If she sat at home all weekend, Grace began to think she might be in danger of regressing to adolescence, hoping each time the phone rang it would be Sam telling her that they’d caught the
rapist and that he was free to see her. She thought she’d learned a little more than that about the complexities of violent crime and police work during the past several weeks; unless the
rapist turned himself in or
was
turned in by a relative, she knew a speedy resolution was probably unlikely.
If she sat around the house for another day and a half, thinking about Cathy Robbins and potato peelers and attacks on other inmates, she’d be in need of therapy herself by Monday.
With five minutes to go before her two-thirty was due, she made up her mind and made the call to Peter Hayman.
‘Is the invitation still open?’
‘Sure is,’ he said.
‘I could leave town a little after four,’ she told him. ‘I guess it’s a bit late in the day to plan much sailing, but at least I could check into a hotel and be ready for
an early start, if that’s what you and your friends have in mind.’
‘Sounds great,’ Hayman said. ‘You sure you want to go to a hotel?

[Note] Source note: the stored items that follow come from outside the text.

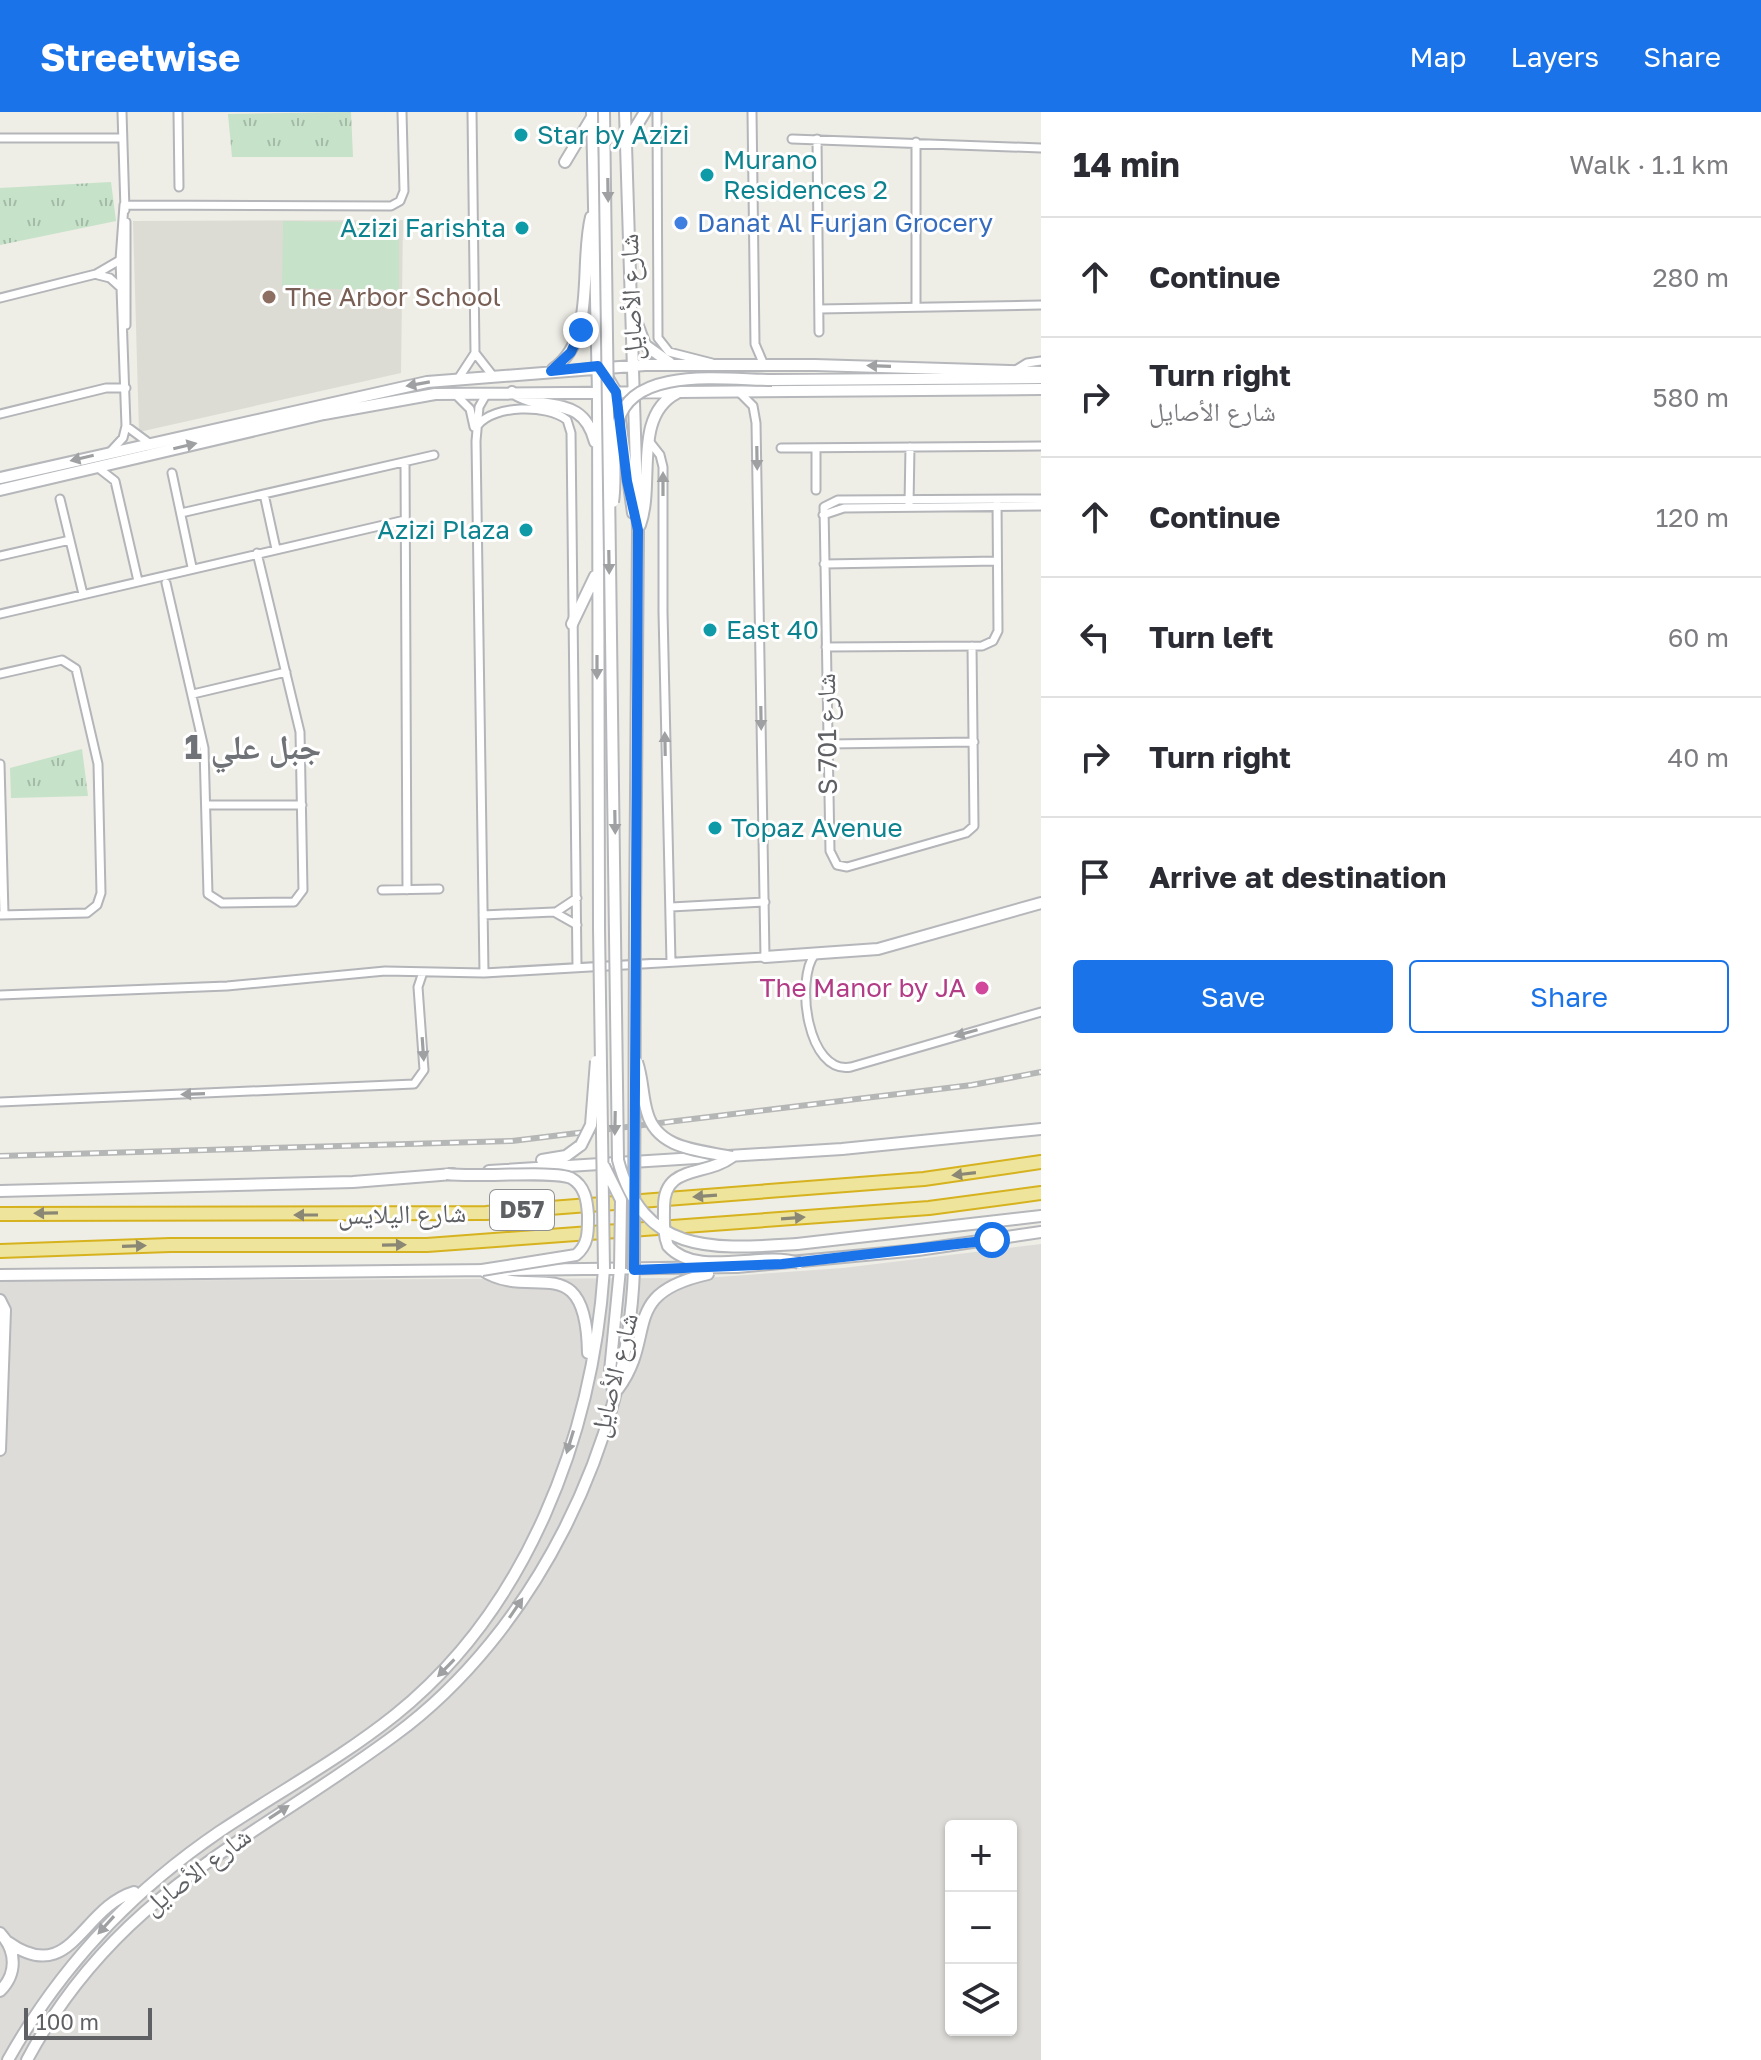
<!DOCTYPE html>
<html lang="en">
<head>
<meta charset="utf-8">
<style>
  body { margin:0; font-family:"Golos Text","Noto Naskh Arabic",sans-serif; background:#f2f2f3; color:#2b2b33 }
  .controls { position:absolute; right:24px; bottom:24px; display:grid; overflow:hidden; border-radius:8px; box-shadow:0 2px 6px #0004 }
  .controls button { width:72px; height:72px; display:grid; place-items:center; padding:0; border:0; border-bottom:2px solid #e1e1e2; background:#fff; color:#2b2b33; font:40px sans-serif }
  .scale { position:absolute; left:24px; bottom:20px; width:128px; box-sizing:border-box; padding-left:8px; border:4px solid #5e6064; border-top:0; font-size:22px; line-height:28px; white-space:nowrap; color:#5e6064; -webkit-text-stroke:6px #fff; paint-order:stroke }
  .stop { position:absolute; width:24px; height:24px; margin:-18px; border:6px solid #1a73e8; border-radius:50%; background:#fff }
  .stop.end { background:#1a73e8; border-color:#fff; box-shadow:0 2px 8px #0008 }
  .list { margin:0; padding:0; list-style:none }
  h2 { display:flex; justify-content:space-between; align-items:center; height:104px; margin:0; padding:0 32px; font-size:34px }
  h2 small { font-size:26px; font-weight:400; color:#7c7c81 }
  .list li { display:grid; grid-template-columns:52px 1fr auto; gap:24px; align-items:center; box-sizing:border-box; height:120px; padding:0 32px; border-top:2px solid #e1e1e2 }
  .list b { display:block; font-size:30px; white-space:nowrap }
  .list p { margin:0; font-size:26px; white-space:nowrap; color:#7c7c81 }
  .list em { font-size:26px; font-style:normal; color:#7c7c81 }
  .actions { display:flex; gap:16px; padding:24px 32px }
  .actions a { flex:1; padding:18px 0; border:2px solid #1a73e8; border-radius:8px; text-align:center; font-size:28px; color:#1a73e8 }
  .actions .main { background:#1a73e8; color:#fff }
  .icon { flex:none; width:44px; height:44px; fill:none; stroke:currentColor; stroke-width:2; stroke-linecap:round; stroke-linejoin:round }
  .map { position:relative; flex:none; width:1041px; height:1948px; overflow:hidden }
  header { display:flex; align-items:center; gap:48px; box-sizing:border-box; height:112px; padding:0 40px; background:#1a73e8; color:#fff }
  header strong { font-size:38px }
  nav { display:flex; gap:44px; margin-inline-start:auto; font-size:28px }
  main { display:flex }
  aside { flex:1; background:#fff }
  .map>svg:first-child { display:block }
  .industrial { fill:#dddcd8; fill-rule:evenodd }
  .education { fill:#dddcd4 }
  .grass { fill:#c6e2c9 }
  .park { fill:url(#park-tufts) }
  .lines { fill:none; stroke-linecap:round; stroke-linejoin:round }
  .street-casing { stroke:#b3b5b9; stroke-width:11 }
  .secondary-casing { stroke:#b5b7bb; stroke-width:14 }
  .highway-casing { stroke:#d6b21e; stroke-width:16 }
  .street { stroke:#fff; stroke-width:7 }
  .secondary { stroke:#fff; stroke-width:10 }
  .highway { stroke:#efe49b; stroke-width:12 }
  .rail-casing { stroke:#b5b6b6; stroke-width:6 }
  .rail { stroke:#fff; stroke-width:3; stroke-dasharray:9; stroke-linecap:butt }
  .secondary-bridge-casing { stroke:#b5b7bb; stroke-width:14; stroke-linecap:butt }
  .secondary-bridge { stroke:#fff; stroke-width:10 }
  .oneway { fill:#9ea0a2 }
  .oneway2 { fill:#8a8874 }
  .route { stroke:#1a73e8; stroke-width:10 }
  .culture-dot { fill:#0f9aa8; stroke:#fff; stroke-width:3 }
  .shop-dot { fill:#3f7fe0; stroke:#fff; stroke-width:3 }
  .education-dot { fill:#8d6e63; stroke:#fff; stroke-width:3 }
  .hotel-dot { fill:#d1479c; stroke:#fff; stroke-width:3 }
  .labels { text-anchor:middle; stroke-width:6; stroke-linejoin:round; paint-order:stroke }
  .shield { fill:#fff; stroke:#8e9092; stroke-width:2 }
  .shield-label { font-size:24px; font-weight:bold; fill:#5e6064 }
  .culture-label { font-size:26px; fill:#0d838f; stroke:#fff; text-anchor:start }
  .shop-label { font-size:26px; fill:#366cbe; stroke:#fff; text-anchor:start }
  .education-label { font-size:26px; fill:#785e54; stroke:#fff; text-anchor:start }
  .street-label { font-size:26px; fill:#5e6064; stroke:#fff }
  .hotel-label { font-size:26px; fill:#b23c85; stroke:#fff; text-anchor:end }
  .district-label { font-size:34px; font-weight:bold; fill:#6f7276; stroke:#fff }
</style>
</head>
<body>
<header>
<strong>Streetwise</strong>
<nav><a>Map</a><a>Layers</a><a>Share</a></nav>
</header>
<main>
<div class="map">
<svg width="1041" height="1948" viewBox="0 0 1041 1948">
  <defs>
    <pattern id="park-tufts" width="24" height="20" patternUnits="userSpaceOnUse" patternTransform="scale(2)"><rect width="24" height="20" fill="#c6e2c9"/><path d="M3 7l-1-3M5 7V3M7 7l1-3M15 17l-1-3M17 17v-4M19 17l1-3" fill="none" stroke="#a4bba7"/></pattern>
  </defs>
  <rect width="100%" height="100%" fill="#eeede6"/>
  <path class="industrial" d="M1041,1132V1948H0V1169L704,1166L843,1156ZM951,1714H1011V1918H951Z"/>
  <path class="education" d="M403,108L401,261L139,320L133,109Z"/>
  <path class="grass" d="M283,109L399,111V178L282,176Z"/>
  <path class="park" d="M351,0L353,45H232L228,2Z
    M111,70L116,109L0,133V76Z
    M82,637L88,684L11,686L10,656Z"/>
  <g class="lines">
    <g class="street-casing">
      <path id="street" d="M122,0L125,98
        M178,0L179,75
        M657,0L658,226L669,240L712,251
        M752,0L755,232L764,253
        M0,26H122
        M792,27L1041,36
        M817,27L819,220
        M916,30V195
        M124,93L391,94L400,89L404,79L402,0
        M126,110V213
        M98,163L110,166L121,176
        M0,186L96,162L120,148
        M819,197L1041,193
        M475,241L493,264
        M1014,259L1027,251L1041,249
        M458,267L475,241L472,0
        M455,282L470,297L474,315
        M0,302L106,276H126
        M478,313C494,293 547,292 567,308L571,321L577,855
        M126,314L149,331
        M649,329L660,343L663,355V500L671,850
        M781,336L1041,334
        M816,336V378
        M111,339L123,326L126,314L120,148L124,93
        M405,350L407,778
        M97,355L115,369L138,469
        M172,361L192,455
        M264,382L276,437
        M60,387L83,482
        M909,393L910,335
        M181,401L434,343
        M823,403L844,396L1041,394
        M0,444L70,428
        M824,452L997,449
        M166,471L204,636L208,782L222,791L294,790L303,778L300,620L257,441
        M0,502L405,408
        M972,534L974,714L966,721L847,755L837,753L830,739L824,395L838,388L1041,387
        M826,535L982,534L993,529L998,519L997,388
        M0,562L62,548L76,557L98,652L101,781L97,793L87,801L0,803
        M193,582L286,560
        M828,632L974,630
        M0,652L4,802
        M206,693H302
        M382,778L439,777
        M671,795L765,790
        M556,800L577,786
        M483,803L554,800L577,813
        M815,842C795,867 807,963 851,955L1041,900
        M484,861L476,329L479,295L487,281
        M0,883L227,874L385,859L484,861L765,845L756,311L753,294L739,280
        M0,990L414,972L424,958L418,875L423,860"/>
    </g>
    <g class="secondary-casing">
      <path id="secondary" d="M592,0L598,281L599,816
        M625,0L638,418L635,815
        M626,31L645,0
        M565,50L592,5
        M635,206L645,233L670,251
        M553,257C597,227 579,153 591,105
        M605,261L616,280L633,401
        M772,268L1041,266
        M512,280C544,302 582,280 595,330
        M0,366L427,270L645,253H815L1041,260
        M0,378L324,302L435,282L1041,277
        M640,413C655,372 632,304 677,281
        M572,512L595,464
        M765,845L878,837L1041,791
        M542,1048L566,1044L581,1033
        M489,1059L842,1037L1041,1017
        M0,1079L353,1070L453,1062
        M797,1132L1041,1104
        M482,1158C531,1191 586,1133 588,1241
        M506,1158L737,1155L918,1138L1041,1120
        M0,1163L490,1158
        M0,1188L5,1198L0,1338
        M618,1277C658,1223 618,1182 708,1162
        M613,1280L610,1259L620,1157
        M0,1821C17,1839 17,1862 0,1879
        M8,1830C71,1875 81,1796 134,1780
        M8,1948C60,1855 131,1780 219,1720C277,1681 340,1647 395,1603C527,1497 593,1324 604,1157
        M27,1948C117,1780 251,1730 395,1623C534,1521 628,1330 634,1158"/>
    </g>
    <g class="highway-casing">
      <path id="highway" d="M0,1102L486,1101L924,1067L1041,1050
        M0,1139L170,1133H427L929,1096L1041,1081"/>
    </g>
    <use href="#street" class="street"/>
    <use href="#secondary" class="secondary"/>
    <use href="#highway" class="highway"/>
    <g class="rail-casing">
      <path id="rail" d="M0,1044L512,1029L972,973L1041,960"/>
    </g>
    <use href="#rail" class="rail"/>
    <g class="secondary-bridge-casing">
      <path id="secondary-bridge" d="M604,0L618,1048C644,1145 716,1137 797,1132
        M613,390C617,364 611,336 618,310C632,253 727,268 772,268
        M599,816L604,1157
        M637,950C643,967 642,984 647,1000C657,1038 700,1038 732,1045
        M581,1033L591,1013L596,949
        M732,1045C705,1065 663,1052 664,1096C664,1109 663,1122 668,1134C698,1167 761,1138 799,1151
        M604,1054L621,1088L620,1157
        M447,1062C475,1066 554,1058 571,1066C585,1074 587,1088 588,1103C588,1119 589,1132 576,1143L482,1158
        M634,1158L635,815"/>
    </g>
    <use href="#secondary-bridge" class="secondary-bridge"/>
  </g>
  <defs><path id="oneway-solid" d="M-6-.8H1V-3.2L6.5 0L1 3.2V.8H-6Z" transform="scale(2)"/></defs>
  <g class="oneway">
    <use href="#oneway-solid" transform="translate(608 78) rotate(89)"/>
    <use href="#oneway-solid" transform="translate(879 254) rotate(-178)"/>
    <use href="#oneway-solid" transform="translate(418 272) rotate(170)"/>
    <use href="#oneway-solid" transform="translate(185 334) rotate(-13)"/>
    <use href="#oneway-solid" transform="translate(82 346) rotate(167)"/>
    <use href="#oneway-solid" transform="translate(757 346) rotate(89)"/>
    <use href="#oneway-solid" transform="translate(663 372) rotate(-90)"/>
    <use href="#oneway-solid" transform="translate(609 450) rotate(89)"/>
    <use href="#oneway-solid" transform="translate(597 555) rotate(90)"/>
    <use href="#oneway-solid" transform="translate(761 606) rotate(89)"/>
    <use href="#oneway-solid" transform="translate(665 632) rotate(-91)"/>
    <use href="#oneway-solid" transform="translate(615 710) rotate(89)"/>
    <use href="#oneway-solid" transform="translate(966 921) rotate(164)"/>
    <use href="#oneway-solid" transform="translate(423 937) rotate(86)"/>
    <use href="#oneway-solid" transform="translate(193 982) rotate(178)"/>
    <use href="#oneway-solid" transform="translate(615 1011) rotate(91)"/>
    <use href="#oneway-solid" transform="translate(570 1330) rotate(107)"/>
    <use href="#oneway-solid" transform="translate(516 1496) rotate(-56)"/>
    <use href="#oneway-solid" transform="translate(446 1556) rotate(134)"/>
    <use href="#oneway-solid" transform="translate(279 1700) rotate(-33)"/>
    <use href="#oneway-solid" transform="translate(106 1813) rotate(132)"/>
  </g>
  <g class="oneway2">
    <use href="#oneway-solid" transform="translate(964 1062) rotate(173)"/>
    <use href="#oneway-solid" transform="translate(705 1084) rotate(176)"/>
    <use href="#oneway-solid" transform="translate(46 1101) rotate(179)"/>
    <use href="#oneway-solid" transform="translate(306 1103) rotate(-180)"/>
    <use href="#oneway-solid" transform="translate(793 1106) rotate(-4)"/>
    <use href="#oneway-solid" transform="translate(394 1133) rotate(-1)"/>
    <use href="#oneway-solid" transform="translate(134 1134) rotate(-2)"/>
  </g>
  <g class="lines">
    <path class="route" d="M581,218L571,240L551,259L598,254L616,280L627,369L638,418L634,1158L782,1152L992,1128"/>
  </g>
  <g class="culture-dot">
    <circle cx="521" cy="23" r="8"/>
    <circle cx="707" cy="63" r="8"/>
    <circle cx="522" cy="116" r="8"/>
    <circle cx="526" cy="418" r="8"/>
    <circle cx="710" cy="518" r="8"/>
    <circle cx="715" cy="716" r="8"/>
  </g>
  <circle class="shop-dot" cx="681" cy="111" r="8"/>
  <circle class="education-dot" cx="269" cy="185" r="8"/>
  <circle class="hotel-dot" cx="982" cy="876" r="8"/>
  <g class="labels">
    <rect class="shield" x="490" y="1078" width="64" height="40" rx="6"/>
    <g class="shield-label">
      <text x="522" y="1106">D57</text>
    </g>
    <g class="culture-label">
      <text x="537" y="32">Star by Azizi</text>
      <text x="723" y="57">Murano<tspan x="723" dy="30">Residences 2</tspan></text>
      <text x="506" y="125" text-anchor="end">Azizi Farishta</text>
      <text x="510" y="427" text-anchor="end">Azizi Plaza</text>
      <text x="726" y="527">East 40</text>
      <text x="731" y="725">Topaz Avenue</text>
    </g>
    <g class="shop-label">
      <text x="697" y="120">Danat Al Furjan Grocery</text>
    </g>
    <g class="education-label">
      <text x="285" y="194">The Arbor School</text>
    </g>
    <g class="street-label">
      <text transform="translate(631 185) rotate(-92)" y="9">شارع الأصايل</text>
      <text transform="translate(827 622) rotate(-91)" y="9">S 701 شارع</text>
      <text transform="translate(402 1102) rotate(-1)" y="9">شارع اليلايس</text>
      <text transform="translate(614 1263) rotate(-76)" y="9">شارع الأصايل</text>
      <text transform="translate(197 1759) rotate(-37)" y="9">شارع الأصايل</text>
    </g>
    <g class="hotel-label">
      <text x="966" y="885">The Manor by JA</text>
    </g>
    <g class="district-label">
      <text x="253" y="647">جبل علي 1</text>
    </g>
  </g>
</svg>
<div class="controls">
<button>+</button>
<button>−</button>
<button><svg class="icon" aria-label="layers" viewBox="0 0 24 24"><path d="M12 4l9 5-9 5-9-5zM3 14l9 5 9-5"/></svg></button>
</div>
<div class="scale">100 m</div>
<div class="stop" style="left:992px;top:1128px"></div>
<div class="stop end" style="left:581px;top:218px"></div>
</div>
<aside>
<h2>14 min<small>Walk · 1.1 km</small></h2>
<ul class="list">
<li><svg class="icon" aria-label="ahead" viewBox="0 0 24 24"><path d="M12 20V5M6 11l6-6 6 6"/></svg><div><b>Continue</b></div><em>280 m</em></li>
<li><svg class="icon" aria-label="right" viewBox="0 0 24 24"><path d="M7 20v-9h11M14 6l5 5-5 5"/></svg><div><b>Turn right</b><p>شارع الأصايل</p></div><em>580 m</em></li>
<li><svg class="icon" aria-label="ahead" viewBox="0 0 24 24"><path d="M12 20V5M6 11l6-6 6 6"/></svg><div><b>Continue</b></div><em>120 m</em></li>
<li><svg class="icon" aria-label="left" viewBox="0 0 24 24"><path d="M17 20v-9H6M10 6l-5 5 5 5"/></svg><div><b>Turn left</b></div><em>60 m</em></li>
<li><svg class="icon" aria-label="right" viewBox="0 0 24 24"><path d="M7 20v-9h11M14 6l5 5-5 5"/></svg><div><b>Turn right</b></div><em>40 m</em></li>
<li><svg class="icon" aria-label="arrive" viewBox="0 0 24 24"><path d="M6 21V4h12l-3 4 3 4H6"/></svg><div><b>Arrive at destination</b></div></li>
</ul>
<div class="actions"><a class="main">Save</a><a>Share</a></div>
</aside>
</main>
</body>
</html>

I mean, if you don’t want to stay at your sister’s, you’d be welcome to use my guest
room.’
‘My sister’s up in Fort Lauderdale,’ Grace told him. ‘And frankly I think I’m just in the mood for a hotel. Maybe Pelican Lodge – I’ve been wanting to
try it for a while. But thank you for the invitation,’ she added.
Her doorbell rang.
‘I heard that,’ Hayman said. ‘Is it a patient?’
‘It is.’
‘How about I call the hotel for you, get you booked in?’
The bell rang again.
‘That would very kind. I don’t like to impose—’
‘Grace, go let them in. I’ll call you in an hour, let you know about the reservation.’